Judge exempts clinic from enforcement of law requiring their doctors adhere to standards
In Mississippi a law was passed stating that operators of clinics that perform abortions must have doctors that are licensed OB-GYN’s and that those doctors have admission privileges at local hospitals. The reason for that should be obvious – if something goes wrong during one of their office procedures, they need to be able to transfer their patients to a local hospital to provide treatment beyond what these clinics are capable of. The Jackson Women’s Health Organization has, apparently, been unable to procure those privileges and they sued in court to halt the enactment of the law. They sorta won:
A federal judge on Friday allowed Mississippi’s anti-abortion law to take effect but said the state’s only clinic can remain open and will not face any penalties as it tries to comply with new requirements.

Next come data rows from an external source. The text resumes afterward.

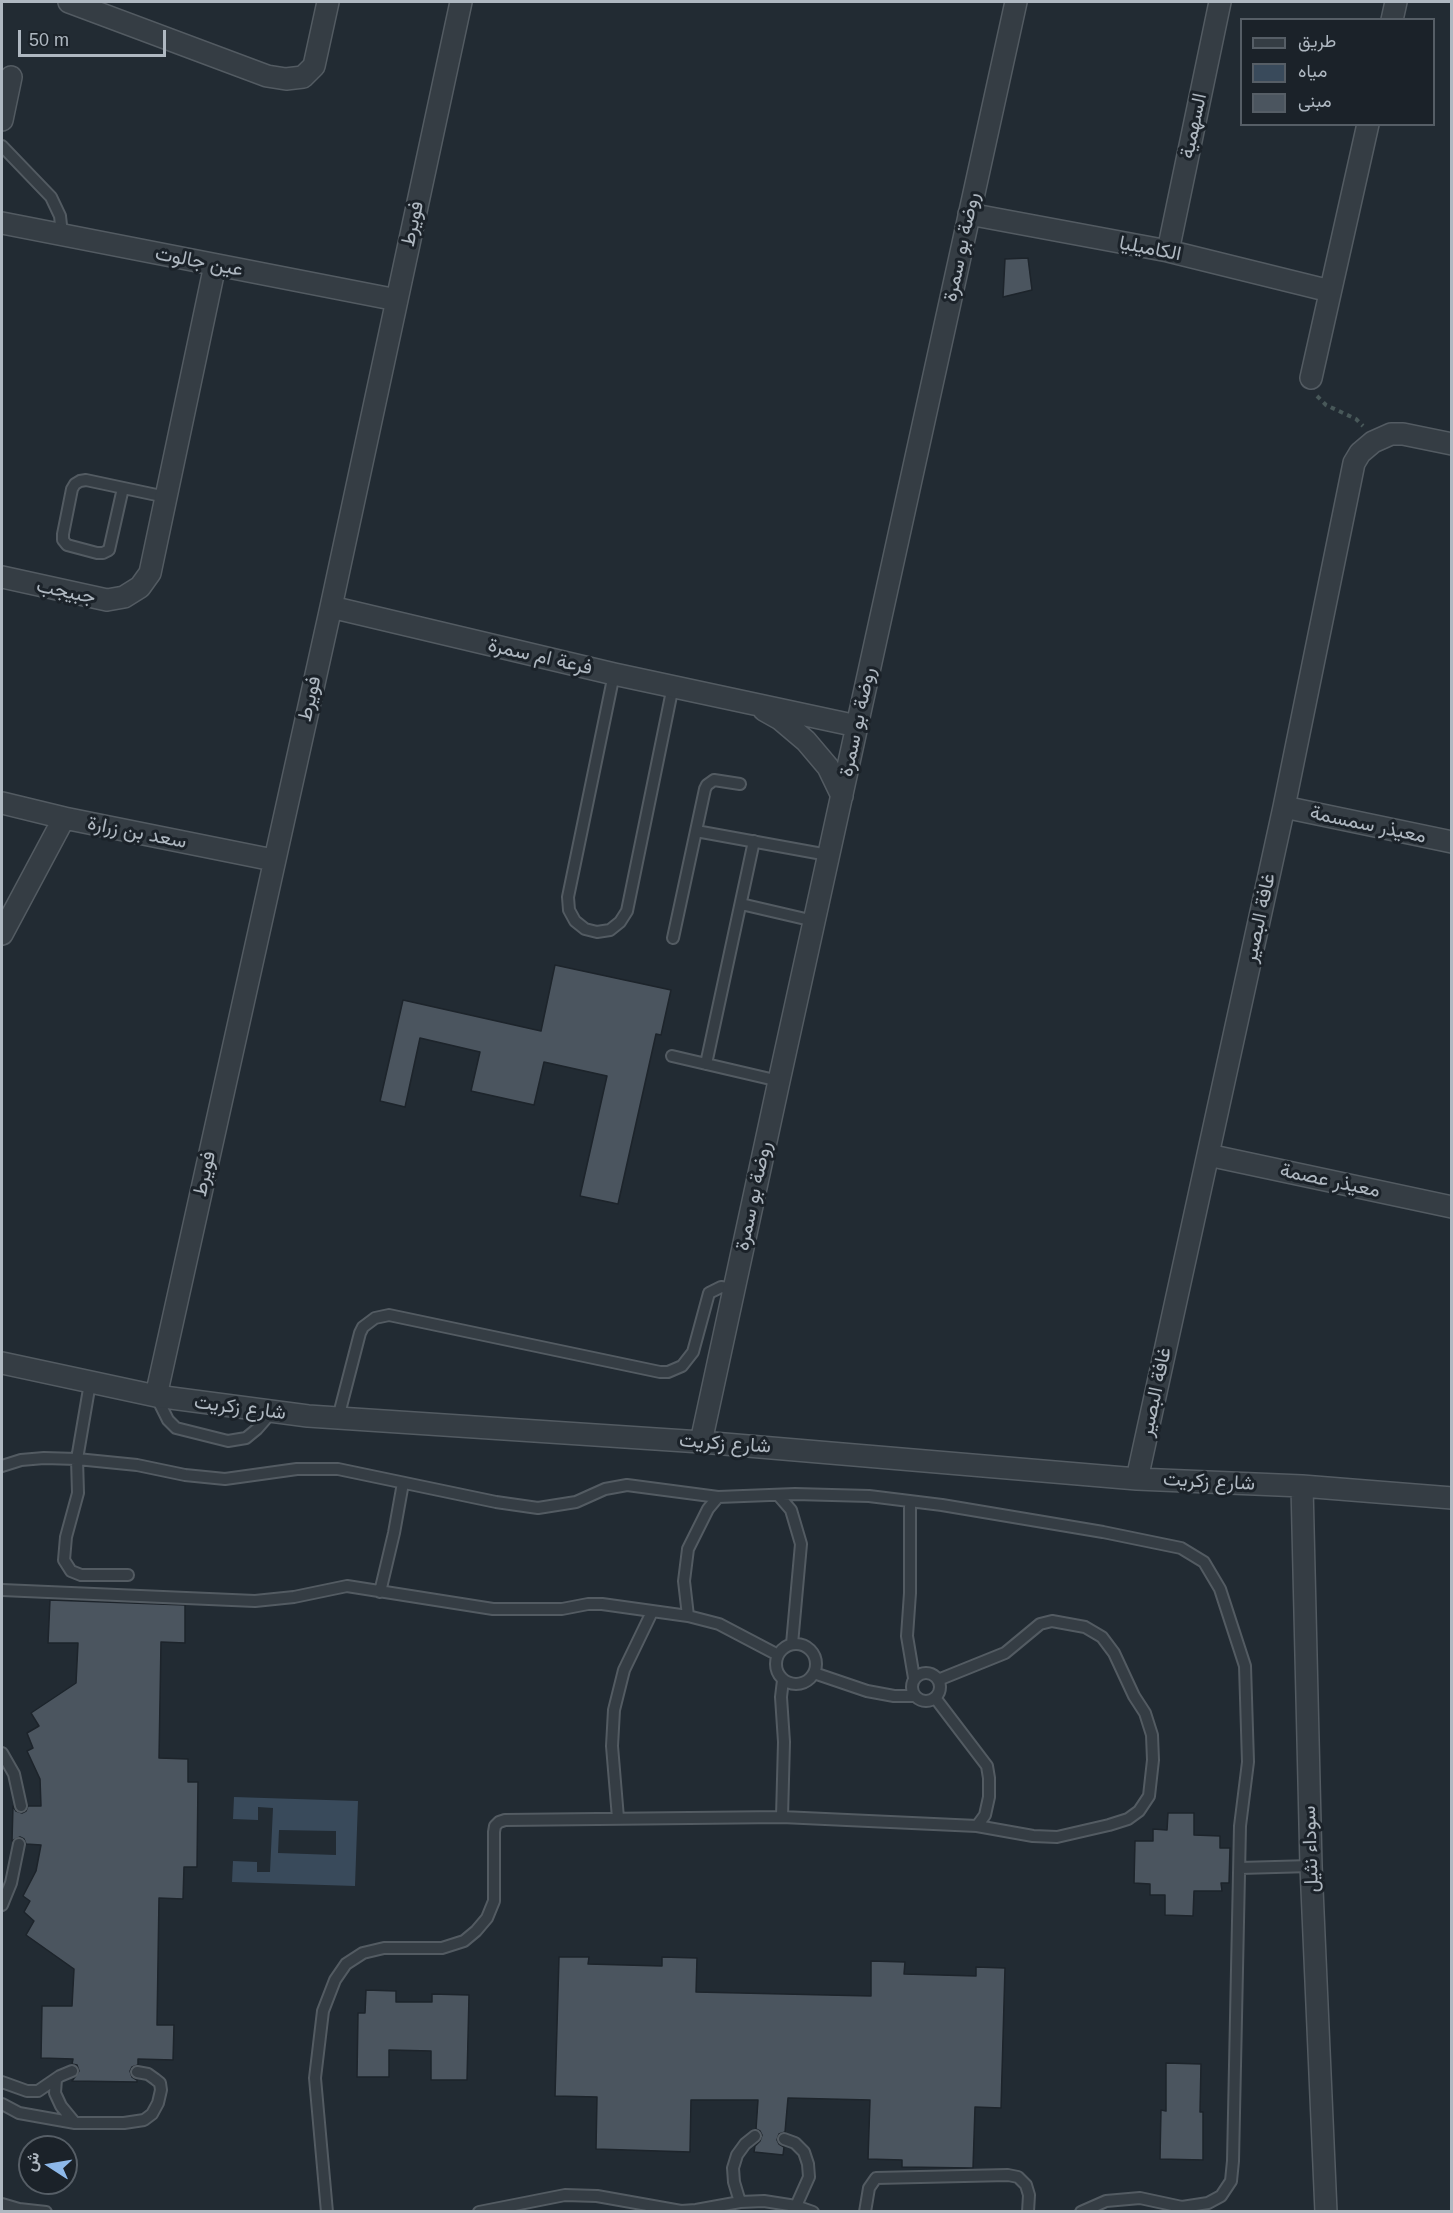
<!DOCTYPE html>
<meta charset="utf-8">
<style>
body{margin:0}
#map{position:relative;width:1453px;height:2213px;overflow:hidden;background:#222b33;font-family:Arial,Vazirmatn,sans-serif}
canvas{display:block}
.frame{position:absolute;inset:0;border:3px solid #afb8c1;pointer-events:none}
.legend{position:absolute;left:1240px;top:18px;width:195px;height:108px;box-sizing:border-box;background:#1b2229;border:2px solid #565e66;margin:0;padding:8px 10px;list-style:none;font-size:18px;color:#afb8c1}
.legend li{display:flex;align-items:center;gap:12px;height:30px}
.legend b{width:30px;border:2px solid #565e66}
.north{position:absolute;left:18px;top:2135px;width:60px;height:60px;box-sizing:border-box;background:#1b2229;border:2px solid #565e66;border-radius:50%;rotate:282deg;font-size:16px;font-weight:700;line-height:24px;text-align:center;color:#afb8c1}
.north::after{content:'';display:block;margin:auto;width:21px;height:27px;background:#8db8e9;clip-path:polygon(50% 0,100% 100%,50% 72%,0 100%)}
.scale{position:absolute;left:18px;top:30px;width:148px;height:27px;box-sizing:border-box;border:3px solid #afb8c1;border-top:0;padding-left:8px;font-size:18px;line-height:21px;white-space:nowrap;color:#afb8c1;-webkit-text-stroke:4px #1b2229;paint-order:stroke}
</style>
<div id="map">
<canvas width="1453" height="2213"></canvas>
<div class="frame"></div>
<ul class="legend">
<li><b style="height:8px;background:#353d44"></b>طريق</li>
<li><b style="height:16px;background:#394a5b"></b>مياه</li>
<li><b style="height:16px;background:#4b555f"></b>مبنى</li>
</ul>
<div class="north">ش</div>
<div class="scale">50 m</div>
</div>
<script>
const ctx = document.querySelector('canvas').getContext('2d');
ctx.lineJoin = 'round';
function paint(path, color) {
  ctx.fillStyle = color;
  ctx.fill(path, 'evenodd');
}
function shape(rows) {
  const path = new Path2D();
  for (const r of rows) {
    if (r.length === 3) {
      path.moveTo(r[0] + r[2], r[1]);
      path.arc(r[0], r[1], r[2], 0, 2 * Math.PI);
      continue;
    }
    path.moveTo(r[0], r[1]);
    for (let i = 2; i < r.length; i += 2) path.lineTo(r[i], r[i + 1]);
  }
  return path;
}
function trace(path, color, width, dash) {
  ctx.strokeStyle = color;
  ctx.lineWidth = width;
  ctx.lineCap = dash ? 'butt' : 'round';
  ctx.setLineDash(dash || []);
  ctx.stroke(path);
}
function label(font, color, halo, rows, align = 'center') {
  ctx.font = font + ' Arial,Vazirmatn,sans-serif';
  ctx.lineWidth = 6;
  ctx.setLineDash([]);
  ctx.textBaseline = 'middle';
  ctx.strokeStyle = halo;
  ctx.fillStyle = color;
  for (const [text, x, y, turn = 0] of rows) {
    ctx.save();
    ctx.translate(x, y);
    ctx.rotate((+turn || 0) * Math.PI / 180);
    ctx.textAlign = isNaN(turn) ? turn : align;
    if (halo) ctx.strokeText(text, 0, 0);
    ctx.fillText(text, 0, 0);
    ctx.restore();
  }
}
paint(shape([
 [234,1797,358,1801,355,1886,232,1882,233,1861,257,1862,257,1872,270,1872,273,1808,258,1807,258,1820,233,1819],
 [279,1830,336,1831,336,1855,278,1853]
]), '#394a5b');
const building = shape([
 [1028,258,1032,290,1003,297,1005,259,1028,258],
 [555,965,671,990,661,1035,656,1034,618,1204,580,1196,607,1076,544,1062,534,1105,471,1091,480,1052,420,1038,405,1107,380,1101,403,1000,541,1031,555,965],
 [50,1600,185,1605,185,1643,161,1642,159,1758,188,1759,188,1782,198,1782,197,1867,184,1867,183,1899,159,1898,157,2025,174,2025,173,2060,138,2059,138,2065,132,2067,130,2071,132,2077,137,2080,137,2082,72,2081,79,2071,77,2065,72,2064,73,2059,41,2058,42,2006,72,2006,74,1969,26,1935,34,1921,24,1912,30,1901,23,1896,36,1871,41,1845,26,1844,24,1839,20,1837,12,1841,13,1806,16,1811,22,1813,26,1811,28,1806,41,1806,40,1779,27,1751,33,1748,27,1733,39,1726,31,1713,76,1683,78,1643,48,1643,50,1600],
 [1168,1813,1194,1813,1194,1835,1220,1836,1220,1848,1230,1848,1229,1883,1221,1883,1222,1891,1194,1891,1193,1916,1165,1915,1165,1895,1150,1895,1150,1884,1134,1883,1135,1841,1153,1841,1153,1829,1167,1830,1168,1813],
 [559,1957,589,1957,588,1964,662,1966,662,1957,697,1958,696,1992,871,1996,871,1961,905,1962,904,1974,976,1976,976,1967,1005,1968,1001,2108,975,2107,973,2168,902,2167,902,2160,868,2159,870,2100,788,2098,785,2132,779,2134,777,2140,779,2144,784,2147,783,2155,754,2152,755,2146,760,2141,762,2135,760,2131,756,2129,758,2100,691,2100,690,2152,596,2149,597,2097,555,2096,559,1957],
 [366,1990,396,1991,396,2002,432,2002,432,1994,469,1995,467,2080,431,2080,431,2051,389,2050,389,2077,357,2077,358,2013,365,2013,366,1990],
 [1166,2063,1201,2064,1200,2112,1203,2112,1203,2160,1160,2159,1161,2110,1166,2111,1166,2063]
]);
paint(building, '#4b555f');
trace(building, '#1d242b', 1.5);
const lane = shape([
 [2,146,51,197,60,216,62,234],
 [123,488,109,550,103,553,97,553,67,545,63,540,63,534,72,489,75,484,80,481,86,480,166,497],
 [614,674,568,897,569,910,575,921,585,929,597,932,610,930,620,922,627,911,673,686],
 [696,831,828,855],
 [741,904,814,921],
 [673,938,705,789,707,785,714,780,740,784],
 [672,1056,779,1081],
 [706,1064,754,841],
 [90,1383,77,1459,78,1493,66,1537,64,1560,71,1571,81,1575,128,1575],
 [156,1396,168,1420,176,1428,228,1441,246,1438,257,1429,271,1413],
 [338,1418,360,1333,363,1327,375,1318,389,1315,660,1372,668,1372,682,1366,693,1352,709,1293,721,1287,734,1289],
 [2,1466,21,1460,44,1458,77,1459,137,1465,185,1475,225,1479,297,1469,338,1469,496,1502,538,1508,576,1502,605,1489,627,1485,718,1497,795,1494,869,1496,942,1505,1103,1532,1181,1548,1204,1562,1220,1589,1245,1666,1248,1762,1240,1826,1233,2161,1231,2181,1221,2196,1208,2203,1182,2207,1140,2198,1106,2201,1081,2212],
 [778,1495,791,1510,801,1544,792,1644],
 [910,1501,910,1593,907,1636,914,1678],
 [2,1590,255,1601,294,1597,347,1586,493,1609,562,1609,588,1604,602,1604,688,1616,719,1624,778,1655],
 [380,1592,394,1533,403,1483],
 [688,1616,684,1581,688,1549,708,1509,718,1497],
 [796,1664,20],
 [926,1687,14],
 [814,1673,867,1691,894,1696,915,1696],
 [936,1699,987,1766,989,1778,989,1797,985,1815,977,1826],
 [2,1753,14,1774,21,1806],
 [782,1817,784,1742,781,1697,783,1680],
 [618,1818,612,1746,614,1710,624,1670,652,1612],
 [1240,1868,1311,1866],
 [2,1905,11,1883,19,1844],
 [56,2079,55,2093,61,2106,75,2123],
 [2,2082,27,2091,38,2091,60,2076,72,2071],
 [2,2104,19,2113,75,2123,124,2123,144,2120,152,2114,158,2103,161,2090,160,2083,155,2079,148,2074,137,2072],
 [784,2139,795,2143,804,2152,808,2164,809,2177,796,2206],
 [740,2202,734,2182,733,2168,737,2155,745,2144,755,2136],
 [2,2204,19,2209,46,2212],
 [327,2212,315,2078,323,2011,335,1980,346,1964,363,1953,384,1948,442,1948,464,1941,476,1931,487,1918,494,1901,494,1832,495,1826,499,1822,505,1820,782,1817,977,1826,1033,1836,1057,1837,1109,1825,1128,1819,1139,1811,1149,1796,1153,1760,1152,1735,1145,1713,1134,1696,1114,1653,1102,1637,1085,1627,1052,1621,1040,1624,1005,1653,938,1680],
 [479,2212,565,2195,597,2196,681,2211,696,2210,740,2202,764,2201,796,2206,813,2212],
 [865,2212,869,2188,876,2178,1008,2175,1018,2177,1026,2185,1029,2195,1028,2212]
]);
const street = shape([
 [69,2,267,76,286,79,303,77,314,66,328,2],
 [1392,20,1396,2],
 [2,120,11,77],
 [969,214,1168,251,1330,291],
 [2,223,397,300],
 [1168,251,1220,2],
 [1311,378,1368,124],
 [2,577,107,600,124,597,140,587,150,573,215,265],
 [331,607,614,674,857,726],
 [764,710,780,719,806,741,828,767,842,796],
 [2,803,64,818,273,860],
 [1284,807,1452,842],
 [2,934,64,818],
 [1208,1155,1452,1207],
 [2,1363,156,1396,308,1416,701,1442,1137,1479,1302,1486,1452,1498],
 [156,1396,331,607,461,2],
 [701,1442,779,1081,1016,2],
 [1137,1479,1284,807,1354,463,1360,453,1373,442,1391,434,1403,434,1452,444],
 [1302,1486,1311,1866,1326,2212]
]);
trace(lane, '#535b62', 14);
trace(street, '#535b62', 24);
trace(shape([
 [1317,396,1326,405,1356,419,1363,426]
]), '#485859', 4, [4.5, 4.5]);
trace(lane, '#353d44', 10);
trace(street, '#353d44', 21);
label('20px', '#afb8c1', '#1b2229', [
 ["السهمية",1194,126,-78],
 ["فويرط",413,224,-78],
 ["روضة بو سمرة",962,247,-78],
 ["الكاميليا",1150,249,11],
 ["عين جالوت",199,262,11],
 ["جبيجب",66,592,12],
 ["فرعة ام سمرة",540,657,13],
 ["فويرط",310,699,-77],
 ["روضة بو سمرة",858,722,-78],
 ["معيذر سمسمة",1368,825,12],
 ["سعد بن زرارة",137,833,11],
 ["غافة البصير",1260,918,-78],
 ["فويرط",205,1174,-78],
 ["معيذر عصمة",1330,1181,12],
 ["روضة بو سمرة",754,1196,-78],
 ["غافة البصير",1156,1392,-78],
 ["شارع زكريت",240,1408,7],
 ["شارع زكريت",725,1444,4],
 ["شارع زكريت",1209,1482,3],
 ["سوداء نثيل",1311,1849,-92]
]);
</script>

U.S. District Judge Daniel P. Jordan III gave the clinic and the state each a partial victory with his ruling on the clinic’s request for a preliminary injunction. The law requires anyone who does abortions at the clinic to be an OB-GYN with privileges to admit patients to a local hospital. The clinic’s two out-of-state OB-GYNS don’t have those privileges and have had difficulty getting them from local hospitals.
The ruling gives the clinic time to seek the privileges during the next several months. Jordan wrote that the dispute over the law is a “fluid situation.”
The story doesn’t say, and I think it’s certainly pertinent, how much time the clinic had between the point they were notified that they would need these privileges and the moment that said requirement would be enforced. Obviously, if the law went into effect 2 weeks after it was signed by the Governor then that’s unreasonable to hold them liable for the requirement. If, on the other hand, they’ve had 6 months and they chose to engage a lawyer to fight the law rather than do what was needed to gain the privileges then that’s a completely different matter and they should be required to either be in compliance or halt operations.
The clinic is being given about 10 months to acquire the privileges, but, according to the state’s health officer, they would also get more time to run another appeal through the state’s court system. That seems awfully open-ended to me. If a private enterprise were serving alcohol and they weren’t in compliance with the state’s licensing requirements, I doubt very seriously they’d be allowed to continue operations while they worked their way through the process. And, even if they were, they wouldn’t be allowed to engage in a continuous appeal process to forestall their compliance indefinitely. I fail to understand why this should be held any differently.
The clinic has, supposedly, applied to local hospitals for the privileges they need. Get this:
The clinic said its OB-GYNs have applied for admitting privileges at most Jackson-area hospitals but haven’t received responses. When clinic employees called a Catholic hospital to ask about applying for privileges, clinic owner Diane Derzis recently said, “We were told not to bother.”
No shit. Why don’t you call the local Alcoholics Anonmous chapter and request the ability to set up a bar on premise and serve cocktails while you’re at it? No, pardon me; this is worse. AA members aren’t avoiding alcohol for religious reasons like Catholics are avoiding becoming part of the abortion industry. And virtually everyone in the United States is completely aware of the Catholic position on the matter. So yes, they shouldn’t bother and they shouldn’t act either surprised or afronted. What someone should be finding out is why the non-religious hospitals aren’t responding to the request. That would have been a good question to ask, but since this was a story reported and written by the Associated Press I’m not surprised they put the emphasis on the Catholic hospital and left the others out of it. Might spoil the narrative.
The key question I want to ask is why the judge feels it’s ok to exempt an outfit from the enforcement of a law – indefinitely, I might add – when he also rules that the law should be permitted to go onto the books? Equal protection, much?